**Task to complete**
Go through the listing below. Copy each line that has the string "Amundsen".

**Study material**
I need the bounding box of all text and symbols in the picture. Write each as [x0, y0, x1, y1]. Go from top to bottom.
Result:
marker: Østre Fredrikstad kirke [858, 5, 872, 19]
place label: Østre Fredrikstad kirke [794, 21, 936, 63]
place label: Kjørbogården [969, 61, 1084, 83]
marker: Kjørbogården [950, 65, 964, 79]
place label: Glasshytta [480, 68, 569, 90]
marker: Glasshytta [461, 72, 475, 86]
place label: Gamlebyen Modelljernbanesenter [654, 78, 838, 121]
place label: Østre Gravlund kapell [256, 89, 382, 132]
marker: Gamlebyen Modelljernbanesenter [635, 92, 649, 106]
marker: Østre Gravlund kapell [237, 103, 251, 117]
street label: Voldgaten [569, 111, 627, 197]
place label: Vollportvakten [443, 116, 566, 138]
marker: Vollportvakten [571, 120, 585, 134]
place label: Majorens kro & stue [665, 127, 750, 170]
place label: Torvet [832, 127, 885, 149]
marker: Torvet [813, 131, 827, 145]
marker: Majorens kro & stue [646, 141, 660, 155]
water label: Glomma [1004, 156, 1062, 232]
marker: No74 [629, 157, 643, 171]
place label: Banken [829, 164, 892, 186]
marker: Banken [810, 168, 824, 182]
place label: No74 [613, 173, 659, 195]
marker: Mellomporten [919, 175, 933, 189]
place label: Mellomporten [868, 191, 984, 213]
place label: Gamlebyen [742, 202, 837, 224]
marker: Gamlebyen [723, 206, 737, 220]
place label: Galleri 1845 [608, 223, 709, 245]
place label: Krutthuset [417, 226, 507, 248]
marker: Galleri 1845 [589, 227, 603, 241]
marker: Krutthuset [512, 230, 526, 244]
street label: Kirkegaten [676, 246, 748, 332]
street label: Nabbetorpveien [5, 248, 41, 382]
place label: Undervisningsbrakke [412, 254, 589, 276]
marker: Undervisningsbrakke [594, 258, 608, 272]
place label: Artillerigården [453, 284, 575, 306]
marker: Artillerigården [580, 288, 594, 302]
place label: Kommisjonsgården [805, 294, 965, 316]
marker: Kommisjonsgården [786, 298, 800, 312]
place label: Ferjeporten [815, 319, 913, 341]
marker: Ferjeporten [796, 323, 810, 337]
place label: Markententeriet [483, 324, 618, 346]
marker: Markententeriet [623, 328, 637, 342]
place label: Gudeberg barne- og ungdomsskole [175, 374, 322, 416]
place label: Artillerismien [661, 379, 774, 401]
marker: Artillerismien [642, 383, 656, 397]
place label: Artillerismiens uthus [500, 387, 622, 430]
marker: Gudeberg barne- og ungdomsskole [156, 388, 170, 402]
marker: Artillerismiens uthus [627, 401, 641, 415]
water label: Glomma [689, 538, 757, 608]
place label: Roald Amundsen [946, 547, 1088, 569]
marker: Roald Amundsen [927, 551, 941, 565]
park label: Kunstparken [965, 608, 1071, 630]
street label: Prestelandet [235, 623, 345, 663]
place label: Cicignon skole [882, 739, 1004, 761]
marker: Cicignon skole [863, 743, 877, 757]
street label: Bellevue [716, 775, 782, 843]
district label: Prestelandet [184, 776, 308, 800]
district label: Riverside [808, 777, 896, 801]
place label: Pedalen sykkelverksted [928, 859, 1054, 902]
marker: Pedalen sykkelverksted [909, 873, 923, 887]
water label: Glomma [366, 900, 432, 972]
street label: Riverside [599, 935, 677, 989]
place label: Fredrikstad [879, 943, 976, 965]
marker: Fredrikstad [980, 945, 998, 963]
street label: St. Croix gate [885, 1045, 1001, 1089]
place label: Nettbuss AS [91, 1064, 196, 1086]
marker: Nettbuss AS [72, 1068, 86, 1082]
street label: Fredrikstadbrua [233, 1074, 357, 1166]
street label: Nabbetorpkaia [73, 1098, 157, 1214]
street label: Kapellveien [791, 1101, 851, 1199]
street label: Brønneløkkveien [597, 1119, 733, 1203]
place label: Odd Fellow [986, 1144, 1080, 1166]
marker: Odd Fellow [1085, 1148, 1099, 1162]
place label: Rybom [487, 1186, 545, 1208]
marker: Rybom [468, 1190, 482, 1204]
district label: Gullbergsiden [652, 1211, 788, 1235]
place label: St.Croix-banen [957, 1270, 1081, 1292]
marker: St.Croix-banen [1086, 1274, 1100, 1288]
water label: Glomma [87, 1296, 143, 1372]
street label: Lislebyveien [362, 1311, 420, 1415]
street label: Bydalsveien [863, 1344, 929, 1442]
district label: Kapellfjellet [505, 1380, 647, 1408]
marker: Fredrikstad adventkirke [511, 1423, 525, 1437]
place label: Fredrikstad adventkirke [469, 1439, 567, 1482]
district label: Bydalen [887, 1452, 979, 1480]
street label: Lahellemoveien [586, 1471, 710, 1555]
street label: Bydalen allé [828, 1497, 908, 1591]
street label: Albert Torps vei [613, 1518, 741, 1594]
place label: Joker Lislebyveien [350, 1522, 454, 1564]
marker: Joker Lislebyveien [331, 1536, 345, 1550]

**Solution for this problem**
place label: Roald Amundsen [946, 547, 1088, 569]
marker: Roald Amundsen [927, 551, 941, 565]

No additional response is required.